Oil prices rebounded on Monday from two-month lows as concerns reignited over Iran's nuclear programme.
Geo-political factors weigh on the minds of oil traders
Iran has said it will not suspend uranium enrichment, a key demand of an international proposal aimed at resolving the nuclear program row.
It is the Opec cartel's number two oil producer and analysts fear it could halt exports if the dispute worsens.
Brent crude climbed $1.12 to close at $73.42 a barrel while US light, sweet crude settled $1.31 higher at $72.45.

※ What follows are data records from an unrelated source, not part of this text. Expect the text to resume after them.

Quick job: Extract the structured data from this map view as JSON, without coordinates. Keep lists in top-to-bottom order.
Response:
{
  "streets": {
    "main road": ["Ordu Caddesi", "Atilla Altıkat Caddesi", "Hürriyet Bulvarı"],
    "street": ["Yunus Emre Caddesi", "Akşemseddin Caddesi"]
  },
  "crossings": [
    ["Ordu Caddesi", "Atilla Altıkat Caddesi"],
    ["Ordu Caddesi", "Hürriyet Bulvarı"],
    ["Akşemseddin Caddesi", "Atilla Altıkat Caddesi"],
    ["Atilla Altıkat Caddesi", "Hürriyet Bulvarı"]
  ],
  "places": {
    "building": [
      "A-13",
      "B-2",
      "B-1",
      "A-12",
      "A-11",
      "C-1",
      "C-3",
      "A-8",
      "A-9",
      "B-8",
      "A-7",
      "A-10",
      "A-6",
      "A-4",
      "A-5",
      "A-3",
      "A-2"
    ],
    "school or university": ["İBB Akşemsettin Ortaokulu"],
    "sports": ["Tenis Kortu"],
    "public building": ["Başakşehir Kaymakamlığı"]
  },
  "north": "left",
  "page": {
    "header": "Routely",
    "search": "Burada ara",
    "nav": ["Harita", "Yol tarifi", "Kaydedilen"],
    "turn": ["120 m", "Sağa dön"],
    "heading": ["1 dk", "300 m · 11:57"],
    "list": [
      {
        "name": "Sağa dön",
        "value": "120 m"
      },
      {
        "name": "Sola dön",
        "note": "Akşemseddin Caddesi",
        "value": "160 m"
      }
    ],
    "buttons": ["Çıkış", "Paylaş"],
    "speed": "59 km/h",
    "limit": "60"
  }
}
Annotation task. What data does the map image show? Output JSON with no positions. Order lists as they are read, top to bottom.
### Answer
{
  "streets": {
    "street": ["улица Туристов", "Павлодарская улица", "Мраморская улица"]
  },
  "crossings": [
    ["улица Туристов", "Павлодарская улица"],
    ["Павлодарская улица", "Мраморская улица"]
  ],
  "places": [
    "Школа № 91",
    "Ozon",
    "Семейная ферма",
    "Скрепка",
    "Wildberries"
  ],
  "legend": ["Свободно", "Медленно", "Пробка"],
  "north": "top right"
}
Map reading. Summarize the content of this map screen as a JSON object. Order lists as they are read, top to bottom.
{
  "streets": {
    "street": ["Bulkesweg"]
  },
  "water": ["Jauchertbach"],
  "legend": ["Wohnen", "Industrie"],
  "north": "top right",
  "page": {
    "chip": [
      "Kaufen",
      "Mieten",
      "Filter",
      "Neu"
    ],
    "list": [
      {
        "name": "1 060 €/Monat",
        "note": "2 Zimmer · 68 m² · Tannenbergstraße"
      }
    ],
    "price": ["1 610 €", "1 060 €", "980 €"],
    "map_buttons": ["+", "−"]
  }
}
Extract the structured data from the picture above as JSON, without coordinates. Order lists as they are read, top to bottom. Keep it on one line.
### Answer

Concerns are growing, too, over violence in the oil-rich Niger Delta, which is reducing supplies.
There are also worries that hurricanes could hit oilfields in the Gulf of Mexico, bringing disruption to supply there.
Iran's comments came two days before Iran was due to respond to a proposal by Russia, China, France, Britain, Germany and the US, aimed at resolving the nuclear row.
Iran's foreign ministry said a final decision would be based on negotiations.
But he warned that a halt to uranium enrichment was "not on the agenda".
The ceasefire in Lebanon and healthy US stockpiles had calmed oil markets last week, with BP's decision to continue oil production from parts of its Prudhoe Bay field in Alaska also triggering a downward movement in price.
Oil hit a record high of $78.40 on 14 July after fighting broke out in Lebanon.